_Activity:_ Below are the records; pull every line that includes "tools".

━━━ Data records ━━━

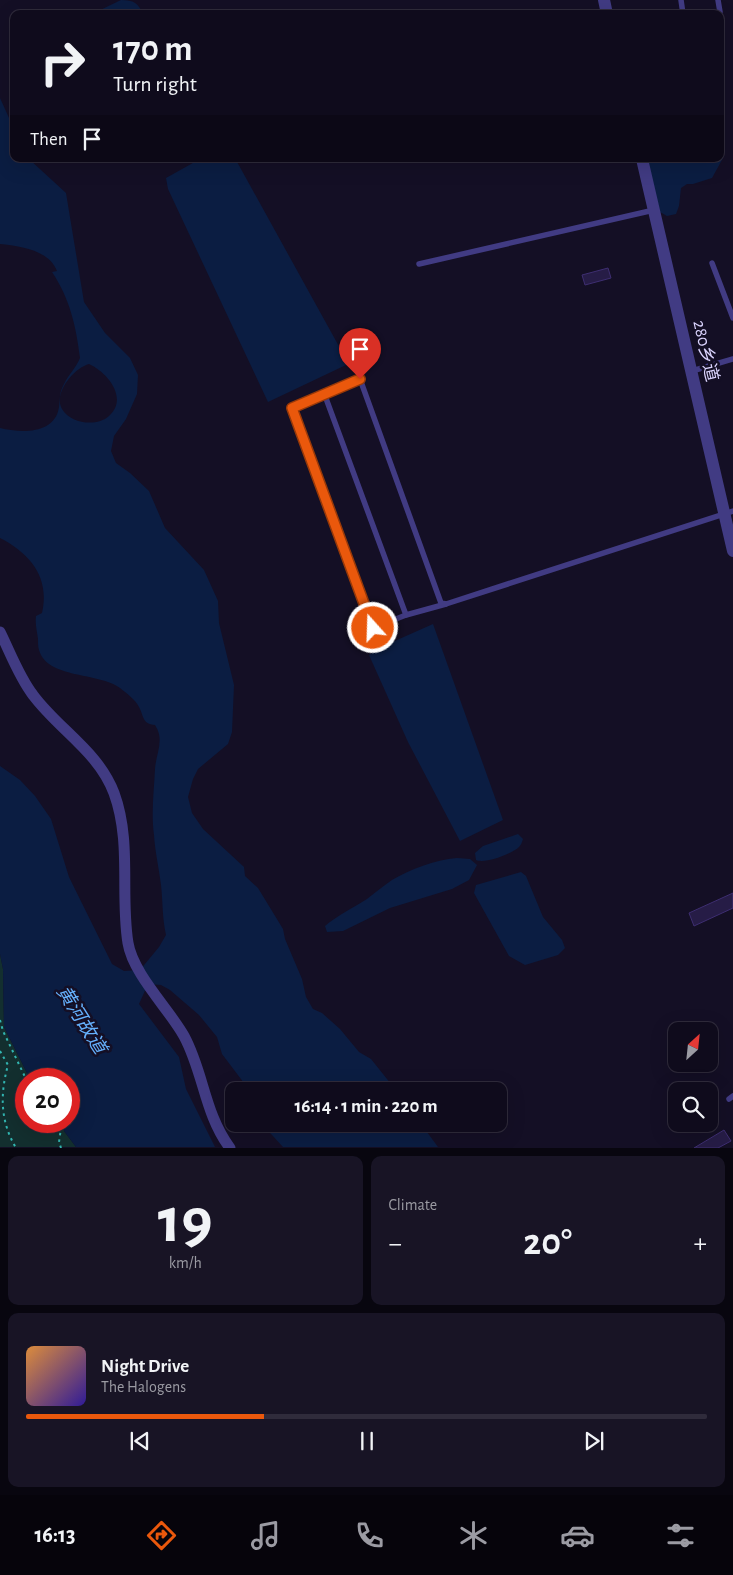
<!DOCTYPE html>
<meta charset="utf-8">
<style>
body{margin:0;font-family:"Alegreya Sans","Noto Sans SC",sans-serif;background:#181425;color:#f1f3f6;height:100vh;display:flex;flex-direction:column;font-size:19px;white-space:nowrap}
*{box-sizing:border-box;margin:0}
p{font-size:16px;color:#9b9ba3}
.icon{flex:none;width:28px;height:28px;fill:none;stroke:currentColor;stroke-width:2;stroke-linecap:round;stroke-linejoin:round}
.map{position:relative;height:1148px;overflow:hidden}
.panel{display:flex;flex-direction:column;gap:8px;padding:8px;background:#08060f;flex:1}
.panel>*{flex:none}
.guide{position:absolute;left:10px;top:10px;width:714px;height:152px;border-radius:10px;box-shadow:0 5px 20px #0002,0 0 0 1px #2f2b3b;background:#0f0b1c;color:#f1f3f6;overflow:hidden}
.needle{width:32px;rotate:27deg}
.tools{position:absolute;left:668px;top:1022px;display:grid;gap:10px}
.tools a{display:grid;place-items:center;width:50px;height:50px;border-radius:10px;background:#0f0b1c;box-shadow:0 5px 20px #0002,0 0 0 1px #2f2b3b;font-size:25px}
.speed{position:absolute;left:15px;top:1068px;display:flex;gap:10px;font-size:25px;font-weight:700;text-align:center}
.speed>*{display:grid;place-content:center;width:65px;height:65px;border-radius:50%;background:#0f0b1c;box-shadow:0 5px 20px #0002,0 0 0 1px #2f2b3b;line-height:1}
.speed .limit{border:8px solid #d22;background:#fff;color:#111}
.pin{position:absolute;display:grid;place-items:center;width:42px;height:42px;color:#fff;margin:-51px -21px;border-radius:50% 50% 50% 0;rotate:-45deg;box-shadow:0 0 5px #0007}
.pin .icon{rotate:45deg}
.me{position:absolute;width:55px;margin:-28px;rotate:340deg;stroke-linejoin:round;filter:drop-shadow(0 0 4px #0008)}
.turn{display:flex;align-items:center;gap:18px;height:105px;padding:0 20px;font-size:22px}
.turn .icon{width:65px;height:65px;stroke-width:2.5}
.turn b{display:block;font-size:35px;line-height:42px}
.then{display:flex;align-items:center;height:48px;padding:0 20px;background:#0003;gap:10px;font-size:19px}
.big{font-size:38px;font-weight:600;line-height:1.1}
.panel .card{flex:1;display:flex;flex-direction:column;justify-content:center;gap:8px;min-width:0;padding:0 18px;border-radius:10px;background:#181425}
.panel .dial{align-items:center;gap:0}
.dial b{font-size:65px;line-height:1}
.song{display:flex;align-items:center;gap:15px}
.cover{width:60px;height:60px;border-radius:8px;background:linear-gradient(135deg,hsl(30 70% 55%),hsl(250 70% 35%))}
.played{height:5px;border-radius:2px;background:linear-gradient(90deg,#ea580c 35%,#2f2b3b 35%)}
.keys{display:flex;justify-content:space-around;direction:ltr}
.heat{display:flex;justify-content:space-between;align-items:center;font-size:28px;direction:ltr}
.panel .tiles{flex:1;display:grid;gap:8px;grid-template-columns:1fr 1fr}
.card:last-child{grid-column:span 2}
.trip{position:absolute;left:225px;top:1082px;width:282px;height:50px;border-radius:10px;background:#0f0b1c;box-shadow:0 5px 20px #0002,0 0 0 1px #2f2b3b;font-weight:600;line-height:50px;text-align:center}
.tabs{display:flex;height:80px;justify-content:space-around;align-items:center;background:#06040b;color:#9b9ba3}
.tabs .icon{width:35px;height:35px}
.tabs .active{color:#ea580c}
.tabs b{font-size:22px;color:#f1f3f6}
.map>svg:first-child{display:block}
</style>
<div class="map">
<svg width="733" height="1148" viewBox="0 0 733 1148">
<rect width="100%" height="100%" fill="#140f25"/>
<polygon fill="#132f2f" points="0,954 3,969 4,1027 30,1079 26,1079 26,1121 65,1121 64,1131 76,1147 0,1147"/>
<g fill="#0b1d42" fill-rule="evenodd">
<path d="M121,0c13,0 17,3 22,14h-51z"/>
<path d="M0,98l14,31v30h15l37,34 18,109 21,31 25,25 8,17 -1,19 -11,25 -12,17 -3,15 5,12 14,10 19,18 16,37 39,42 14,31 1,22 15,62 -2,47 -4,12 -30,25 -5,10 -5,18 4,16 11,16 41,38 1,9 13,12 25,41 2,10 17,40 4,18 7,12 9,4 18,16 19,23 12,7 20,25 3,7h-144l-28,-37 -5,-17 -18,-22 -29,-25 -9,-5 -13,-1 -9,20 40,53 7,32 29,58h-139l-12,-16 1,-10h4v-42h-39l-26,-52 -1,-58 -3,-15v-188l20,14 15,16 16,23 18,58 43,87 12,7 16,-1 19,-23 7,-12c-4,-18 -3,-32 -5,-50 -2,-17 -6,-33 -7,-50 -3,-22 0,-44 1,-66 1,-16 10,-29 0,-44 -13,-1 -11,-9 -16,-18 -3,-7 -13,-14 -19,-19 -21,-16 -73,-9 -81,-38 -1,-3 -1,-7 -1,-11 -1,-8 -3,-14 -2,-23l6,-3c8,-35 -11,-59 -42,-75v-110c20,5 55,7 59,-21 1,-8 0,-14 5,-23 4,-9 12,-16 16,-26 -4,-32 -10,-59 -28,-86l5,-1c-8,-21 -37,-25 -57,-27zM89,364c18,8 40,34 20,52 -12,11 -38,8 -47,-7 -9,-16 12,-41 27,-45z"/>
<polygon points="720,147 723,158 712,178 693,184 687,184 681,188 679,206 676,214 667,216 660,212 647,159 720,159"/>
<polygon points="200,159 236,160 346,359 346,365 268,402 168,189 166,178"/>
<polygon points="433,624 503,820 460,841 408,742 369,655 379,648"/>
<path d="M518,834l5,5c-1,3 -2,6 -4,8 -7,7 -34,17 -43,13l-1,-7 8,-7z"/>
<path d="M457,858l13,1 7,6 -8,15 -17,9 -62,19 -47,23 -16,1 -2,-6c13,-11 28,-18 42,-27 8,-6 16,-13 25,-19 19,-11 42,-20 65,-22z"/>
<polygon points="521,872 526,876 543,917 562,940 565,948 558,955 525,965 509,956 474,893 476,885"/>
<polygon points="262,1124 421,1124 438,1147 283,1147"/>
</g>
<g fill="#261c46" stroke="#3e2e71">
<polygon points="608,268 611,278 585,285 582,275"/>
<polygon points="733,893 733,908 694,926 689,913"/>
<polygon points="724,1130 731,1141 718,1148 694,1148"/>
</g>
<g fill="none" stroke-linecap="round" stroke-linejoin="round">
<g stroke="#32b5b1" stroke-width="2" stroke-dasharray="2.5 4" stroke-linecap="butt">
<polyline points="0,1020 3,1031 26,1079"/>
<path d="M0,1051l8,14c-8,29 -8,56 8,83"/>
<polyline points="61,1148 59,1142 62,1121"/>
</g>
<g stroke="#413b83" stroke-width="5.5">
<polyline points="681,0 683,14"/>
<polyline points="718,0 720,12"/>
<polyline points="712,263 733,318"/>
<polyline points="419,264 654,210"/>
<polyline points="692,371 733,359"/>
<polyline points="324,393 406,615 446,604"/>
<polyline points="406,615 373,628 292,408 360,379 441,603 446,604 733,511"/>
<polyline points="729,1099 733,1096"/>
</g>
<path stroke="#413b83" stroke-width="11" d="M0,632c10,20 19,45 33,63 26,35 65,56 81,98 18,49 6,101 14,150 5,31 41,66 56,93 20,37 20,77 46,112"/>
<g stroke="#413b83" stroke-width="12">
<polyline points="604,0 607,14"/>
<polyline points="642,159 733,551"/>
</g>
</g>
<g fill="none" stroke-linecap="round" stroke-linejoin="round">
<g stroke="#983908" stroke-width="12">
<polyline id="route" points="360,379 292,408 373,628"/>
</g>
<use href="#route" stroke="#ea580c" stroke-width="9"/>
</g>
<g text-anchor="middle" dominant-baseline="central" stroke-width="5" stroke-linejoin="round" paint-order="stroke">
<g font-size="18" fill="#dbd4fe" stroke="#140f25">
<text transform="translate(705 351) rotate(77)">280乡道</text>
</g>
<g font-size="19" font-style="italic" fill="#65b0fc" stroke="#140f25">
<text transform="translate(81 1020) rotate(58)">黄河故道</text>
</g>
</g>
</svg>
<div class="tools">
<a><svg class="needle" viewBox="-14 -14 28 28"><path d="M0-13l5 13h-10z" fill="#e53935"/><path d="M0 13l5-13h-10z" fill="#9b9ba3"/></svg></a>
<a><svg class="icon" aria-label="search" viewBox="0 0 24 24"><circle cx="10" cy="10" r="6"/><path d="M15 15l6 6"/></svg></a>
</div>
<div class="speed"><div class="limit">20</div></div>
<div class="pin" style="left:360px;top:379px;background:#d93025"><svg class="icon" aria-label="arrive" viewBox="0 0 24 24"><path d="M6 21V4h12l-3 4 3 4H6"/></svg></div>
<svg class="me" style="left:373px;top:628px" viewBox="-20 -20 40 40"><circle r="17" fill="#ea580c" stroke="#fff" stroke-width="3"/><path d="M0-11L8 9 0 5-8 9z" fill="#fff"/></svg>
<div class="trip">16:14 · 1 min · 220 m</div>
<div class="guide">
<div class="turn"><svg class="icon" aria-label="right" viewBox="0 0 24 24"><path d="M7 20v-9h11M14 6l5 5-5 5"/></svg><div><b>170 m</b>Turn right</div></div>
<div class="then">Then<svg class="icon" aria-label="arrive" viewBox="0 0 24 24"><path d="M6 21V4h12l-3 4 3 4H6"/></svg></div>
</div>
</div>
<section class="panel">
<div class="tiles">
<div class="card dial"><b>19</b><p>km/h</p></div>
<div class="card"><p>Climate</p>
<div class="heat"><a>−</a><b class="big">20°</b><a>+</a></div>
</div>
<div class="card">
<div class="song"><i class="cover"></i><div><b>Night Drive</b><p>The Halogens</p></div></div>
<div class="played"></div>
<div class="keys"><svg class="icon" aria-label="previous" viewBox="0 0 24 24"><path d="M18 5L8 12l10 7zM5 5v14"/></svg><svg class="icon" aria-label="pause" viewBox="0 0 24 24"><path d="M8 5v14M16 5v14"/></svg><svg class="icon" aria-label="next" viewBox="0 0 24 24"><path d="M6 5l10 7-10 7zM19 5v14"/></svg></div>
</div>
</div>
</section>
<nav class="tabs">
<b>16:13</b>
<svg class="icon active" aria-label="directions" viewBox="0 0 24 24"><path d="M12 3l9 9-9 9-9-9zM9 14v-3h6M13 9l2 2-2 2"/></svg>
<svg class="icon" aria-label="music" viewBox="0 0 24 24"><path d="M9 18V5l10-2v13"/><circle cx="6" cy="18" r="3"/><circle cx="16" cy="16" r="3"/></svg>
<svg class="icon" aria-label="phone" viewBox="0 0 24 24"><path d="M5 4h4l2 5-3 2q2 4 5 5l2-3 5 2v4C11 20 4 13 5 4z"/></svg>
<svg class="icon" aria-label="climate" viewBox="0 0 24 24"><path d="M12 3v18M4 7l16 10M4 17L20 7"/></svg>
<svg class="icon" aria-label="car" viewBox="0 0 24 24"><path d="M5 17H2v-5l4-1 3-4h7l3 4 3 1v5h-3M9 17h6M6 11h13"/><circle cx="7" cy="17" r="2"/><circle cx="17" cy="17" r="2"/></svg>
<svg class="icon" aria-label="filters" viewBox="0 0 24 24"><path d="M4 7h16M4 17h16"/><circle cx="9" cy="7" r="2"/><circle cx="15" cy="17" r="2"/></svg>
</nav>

━━━
━━━ Data records ━━━

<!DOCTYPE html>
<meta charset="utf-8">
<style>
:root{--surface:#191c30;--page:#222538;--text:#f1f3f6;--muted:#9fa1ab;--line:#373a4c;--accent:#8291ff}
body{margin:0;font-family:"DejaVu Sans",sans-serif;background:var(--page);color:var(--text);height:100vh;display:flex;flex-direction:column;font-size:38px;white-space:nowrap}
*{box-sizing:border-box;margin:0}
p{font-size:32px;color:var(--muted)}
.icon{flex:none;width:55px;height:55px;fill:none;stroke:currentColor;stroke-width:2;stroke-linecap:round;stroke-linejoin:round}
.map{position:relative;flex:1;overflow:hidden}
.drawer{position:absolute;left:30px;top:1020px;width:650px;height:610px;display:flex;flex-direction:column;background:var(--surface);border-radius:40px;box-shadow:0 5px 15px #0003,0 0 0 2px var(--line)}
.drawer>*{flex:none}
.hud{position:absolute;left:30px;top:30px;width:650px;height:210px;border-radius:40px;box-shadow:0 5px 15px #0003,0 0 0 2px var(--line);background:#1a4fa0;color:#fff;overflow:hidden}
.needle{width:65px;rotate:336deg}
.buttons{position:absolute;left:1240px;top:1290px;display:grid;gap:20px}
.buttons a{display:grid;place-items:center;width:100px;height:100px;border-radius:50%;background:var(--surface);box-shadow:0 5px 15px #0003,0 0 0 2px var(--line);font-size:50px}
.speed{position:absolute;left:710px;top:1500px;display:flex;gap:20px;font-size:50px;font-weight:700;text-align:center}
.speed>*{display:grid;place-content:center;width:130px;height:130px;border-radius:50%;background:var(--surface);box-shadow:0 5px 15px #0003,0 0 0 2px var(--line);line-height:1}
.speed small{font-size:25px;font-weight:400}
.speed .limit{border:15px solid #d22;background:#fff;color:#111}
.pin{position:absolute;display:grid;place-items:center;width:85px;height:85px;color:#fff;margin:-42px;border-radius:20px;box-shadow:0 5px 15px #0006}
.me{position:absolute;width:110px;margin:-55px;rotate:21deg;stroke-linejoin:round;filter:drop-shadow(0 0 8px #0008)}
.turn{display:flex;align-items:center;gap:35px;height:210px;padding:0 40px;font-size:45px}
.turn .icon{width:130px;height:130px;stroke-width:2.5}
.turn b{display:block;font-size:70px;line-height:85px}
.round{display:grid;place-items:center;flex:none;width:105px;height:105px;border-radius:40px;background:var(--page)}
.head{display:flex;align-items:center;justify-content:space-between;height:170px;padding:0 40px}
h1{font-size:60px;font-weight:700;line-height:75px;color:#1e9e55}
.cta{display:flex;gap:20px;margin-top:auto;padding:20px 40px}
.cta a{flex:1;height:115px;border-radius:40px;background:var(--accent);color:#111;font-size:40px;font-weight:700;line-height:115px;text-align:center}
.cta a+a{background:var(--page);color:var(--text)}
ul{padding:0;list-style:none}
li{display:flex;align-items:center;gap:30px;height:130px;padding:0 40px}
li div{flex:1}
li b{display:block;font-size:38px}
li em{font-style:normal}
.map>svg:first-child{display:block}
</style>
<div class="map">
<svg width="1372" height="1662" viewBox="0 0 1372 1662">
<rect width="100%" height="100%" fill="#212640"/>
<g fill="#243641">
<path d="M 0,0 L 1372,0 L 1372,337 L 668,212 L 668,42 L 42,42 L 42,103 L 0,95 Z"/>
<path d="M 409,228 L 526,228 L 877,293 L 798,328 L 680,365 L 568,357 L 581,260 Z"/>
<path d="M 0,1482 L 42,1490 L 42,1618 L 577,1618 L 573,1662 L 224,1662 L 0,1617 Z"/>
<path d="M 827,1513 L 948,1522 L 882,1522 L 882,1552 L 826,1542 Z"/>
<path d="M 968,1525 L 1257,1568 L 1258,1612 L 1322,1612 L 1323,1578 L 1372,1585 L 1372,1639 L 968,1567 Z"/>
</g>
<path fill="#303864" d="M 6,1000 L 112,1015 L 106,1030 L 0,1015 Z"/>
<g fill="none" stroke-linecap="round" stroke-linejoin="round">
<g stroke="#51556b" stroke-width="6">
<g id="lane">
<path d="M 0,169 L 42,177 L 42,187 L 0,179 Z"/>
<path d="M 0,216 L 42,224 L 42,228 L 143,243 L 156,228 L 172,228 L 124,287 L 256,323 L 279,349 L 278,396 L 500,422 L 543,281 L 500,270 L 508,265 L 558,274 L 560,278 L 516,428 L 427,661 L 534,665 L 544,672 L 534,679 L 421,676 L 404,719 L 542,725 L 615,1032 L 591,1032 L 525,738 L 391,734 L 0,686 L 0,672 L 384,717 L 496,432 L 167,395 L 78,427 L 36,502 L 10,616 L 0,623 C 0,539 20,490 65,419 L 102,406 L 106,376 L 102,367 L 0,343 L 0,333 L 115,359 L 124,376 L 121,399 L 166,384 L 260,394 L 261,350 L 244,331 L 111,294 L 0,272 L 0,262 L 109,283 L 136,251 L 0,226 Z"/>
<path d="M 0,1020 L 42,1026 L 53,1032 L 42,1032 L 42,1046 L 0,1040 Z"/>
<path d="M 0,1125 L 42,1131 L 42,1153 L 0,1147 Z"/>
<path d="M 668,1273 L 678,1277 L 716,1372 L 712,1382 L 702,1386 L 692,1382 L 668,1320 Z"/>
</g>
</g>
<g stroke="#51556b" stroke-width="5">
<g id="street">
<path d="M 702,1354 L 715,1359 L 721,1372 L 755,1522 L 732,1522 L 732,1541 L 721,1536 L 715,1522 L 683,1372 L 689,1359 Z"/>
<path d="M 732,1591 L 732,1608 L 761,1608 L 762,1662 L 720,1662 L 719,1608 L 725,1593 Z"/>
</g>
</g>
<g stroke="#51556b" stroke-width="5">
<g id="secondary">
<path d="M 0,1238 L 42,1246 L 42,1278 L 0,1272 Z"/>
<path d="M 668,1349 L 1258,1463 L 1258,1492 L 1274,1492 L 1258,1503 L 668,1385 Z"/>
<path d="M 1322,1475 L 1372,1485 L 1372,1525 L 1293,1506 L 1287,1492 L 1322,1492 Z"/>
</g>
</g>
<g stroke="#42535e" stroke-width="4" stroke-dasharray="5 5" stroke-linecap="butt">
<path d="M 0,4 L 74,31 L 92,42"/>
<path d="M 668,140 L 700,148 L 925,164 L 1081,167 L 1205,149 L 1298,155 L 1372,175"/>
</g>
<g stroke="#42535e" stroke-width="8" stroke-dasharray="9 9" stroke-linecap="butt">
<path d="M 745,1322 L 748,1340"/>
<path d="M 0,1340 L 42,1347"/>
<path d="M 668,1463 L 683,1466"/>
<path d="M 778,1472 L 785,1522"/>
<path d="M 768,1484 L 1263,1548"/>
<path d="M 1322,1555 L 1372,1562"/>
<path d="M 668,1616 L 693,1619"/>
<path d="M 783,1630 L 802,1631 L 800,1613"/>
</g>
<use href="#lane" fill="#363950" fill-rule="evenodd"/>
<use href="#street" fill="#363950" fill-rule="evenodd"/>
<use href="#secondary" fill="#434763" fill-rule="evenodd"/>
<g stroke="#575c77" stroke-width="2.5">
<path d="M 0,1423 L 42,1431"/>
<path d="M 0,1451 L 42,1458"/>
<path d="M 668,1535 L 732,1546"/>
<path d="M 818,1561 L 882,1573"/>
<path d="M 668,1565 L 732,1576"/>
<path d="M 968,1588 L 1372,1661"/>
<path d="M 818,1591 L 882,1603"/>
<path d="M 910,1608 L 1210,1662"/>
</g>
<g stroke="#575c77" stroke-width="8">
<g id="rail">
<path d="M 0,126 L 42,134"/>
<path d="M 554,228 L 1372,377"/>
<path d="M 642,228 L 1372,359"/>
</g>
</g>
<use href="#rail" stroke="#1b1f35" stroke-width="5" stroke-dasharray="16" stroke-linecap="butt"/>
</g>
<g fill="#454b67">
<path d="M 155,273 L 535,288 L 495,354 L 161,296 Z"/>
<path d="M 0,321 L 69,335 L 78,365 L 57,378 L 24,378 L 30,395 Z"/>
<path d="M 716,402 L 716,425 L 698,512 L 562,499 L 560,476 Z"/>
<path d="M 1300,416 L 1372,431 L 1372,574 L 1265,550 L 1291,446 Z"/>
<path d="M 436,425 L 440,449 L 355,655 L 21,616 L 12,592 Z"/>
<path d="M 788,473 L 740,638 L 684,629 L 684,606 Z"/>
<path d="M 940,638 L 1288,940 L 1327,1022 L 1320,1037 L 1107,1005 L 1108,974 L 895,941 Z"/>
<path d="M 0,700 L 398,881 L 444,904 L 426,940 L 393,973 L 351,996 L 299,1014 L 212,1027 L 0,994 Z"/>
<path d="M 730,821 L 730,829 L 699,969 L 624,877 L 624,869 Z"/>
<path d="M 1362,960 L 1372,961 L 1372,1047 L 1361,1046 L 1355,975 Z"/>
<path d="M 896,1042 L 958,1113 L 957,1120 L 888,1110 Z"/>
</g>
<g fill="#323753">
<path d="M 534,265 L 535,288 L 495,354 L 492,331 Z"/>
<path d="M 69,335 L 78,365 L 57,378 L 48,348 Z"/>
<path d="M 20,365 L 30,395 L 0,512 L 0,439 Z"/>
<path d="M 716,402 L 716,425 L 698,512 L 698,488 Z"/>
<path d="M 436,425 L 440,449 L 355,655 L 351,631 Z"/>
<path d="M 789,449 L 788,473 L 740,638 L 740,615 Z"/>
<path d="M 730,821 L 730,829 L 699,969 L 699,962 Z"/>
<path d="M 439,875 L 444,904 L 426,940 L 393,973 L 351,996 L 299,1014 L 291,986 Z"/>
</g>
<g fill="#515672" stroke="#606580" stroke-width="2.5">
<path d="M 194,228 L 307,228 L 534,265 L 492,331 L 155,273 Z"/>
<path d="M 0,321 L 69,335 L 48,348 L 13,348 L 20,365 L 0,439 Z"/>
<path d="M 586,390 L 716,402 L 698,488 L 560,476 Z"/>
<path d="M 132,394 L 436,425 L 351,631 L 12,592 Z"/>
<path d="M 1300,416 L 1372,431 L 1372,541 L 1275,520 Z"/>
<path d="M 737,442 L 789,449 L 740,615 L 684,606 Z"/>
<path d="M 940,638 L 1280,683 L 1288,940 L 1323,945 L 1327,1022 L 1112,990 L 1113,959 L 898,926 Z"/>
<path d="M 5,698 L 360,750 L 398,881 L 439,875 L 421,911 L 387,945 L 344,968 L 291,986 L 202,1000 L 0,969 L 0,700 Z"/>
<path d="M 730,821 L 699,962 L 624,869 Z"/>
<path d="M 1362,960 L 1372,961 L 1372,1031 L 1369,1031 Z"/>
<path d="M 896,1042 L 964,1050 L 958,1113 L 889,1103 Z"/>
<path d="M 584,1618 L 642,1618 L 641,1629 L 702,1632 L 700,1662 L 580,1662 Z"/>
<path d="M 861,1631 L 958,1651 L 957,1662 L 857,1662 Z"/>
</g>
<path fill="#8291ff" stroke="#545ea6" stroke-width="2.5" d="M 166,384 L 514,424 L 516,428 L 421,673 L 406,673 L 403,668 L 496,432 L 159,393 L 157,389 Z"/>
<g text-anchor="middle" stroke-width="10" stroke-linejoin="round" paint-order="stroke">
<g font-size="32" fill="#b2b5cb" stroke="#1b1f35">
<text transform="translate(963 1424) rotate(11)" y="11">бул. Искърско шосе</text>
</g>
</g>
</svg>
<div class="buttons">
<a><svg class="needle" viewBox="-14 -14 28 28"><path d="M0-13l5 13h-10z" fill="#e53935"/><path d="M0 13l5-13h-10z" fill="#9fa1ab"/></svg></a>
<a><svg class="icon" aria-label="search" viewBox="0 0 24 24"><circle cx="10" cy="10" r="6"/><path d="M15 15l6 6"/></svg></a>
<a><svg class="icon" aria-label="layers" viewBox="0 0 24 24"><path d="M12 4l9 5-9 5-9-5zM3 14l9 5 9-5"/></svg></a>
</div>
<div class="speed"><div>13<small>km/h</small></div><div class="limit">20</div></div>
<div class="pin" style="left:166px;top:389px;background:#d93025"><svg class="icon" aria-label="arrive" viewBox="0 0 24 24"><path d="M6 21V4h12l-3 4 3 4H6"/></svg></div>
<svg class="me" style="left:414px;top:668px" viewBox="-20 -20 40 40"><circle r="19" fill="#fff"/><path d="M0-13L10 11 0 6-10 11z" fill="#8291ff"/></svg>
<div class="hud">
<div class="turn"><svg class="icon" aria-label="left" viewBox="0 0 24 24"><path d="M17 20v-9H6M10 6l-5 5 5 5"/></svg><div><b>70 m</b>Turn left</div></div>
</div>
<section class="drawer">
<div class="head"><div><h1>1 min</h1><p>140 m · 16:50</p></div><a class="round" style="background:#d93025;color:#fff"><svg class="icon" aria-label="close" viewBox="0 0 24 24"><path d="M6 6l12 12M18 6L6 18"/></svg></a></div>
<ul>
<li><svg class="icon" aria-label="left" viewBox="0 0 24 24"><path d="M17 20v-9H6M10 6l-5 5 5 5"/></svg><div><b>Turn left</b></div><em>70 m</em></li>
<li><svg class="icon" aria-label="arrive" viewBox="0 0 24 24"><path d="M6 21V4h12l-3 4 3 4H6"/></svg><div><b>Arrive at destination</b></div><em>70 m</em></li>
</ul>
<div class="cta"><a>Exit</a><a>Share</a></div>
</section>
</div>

━━━

_Answer:_
.tools{position:absolute;left:668px;top:1022px;display:grid;gap:10px}
.tools a{display:grid;place-items:center;width:50px;height:50px;border-radius:10px;background:#0f0b1c;box-shadow:0 5px 20px #0002,0 0 0 1px #2f2b3b;font-size:25px}
<div class="tools">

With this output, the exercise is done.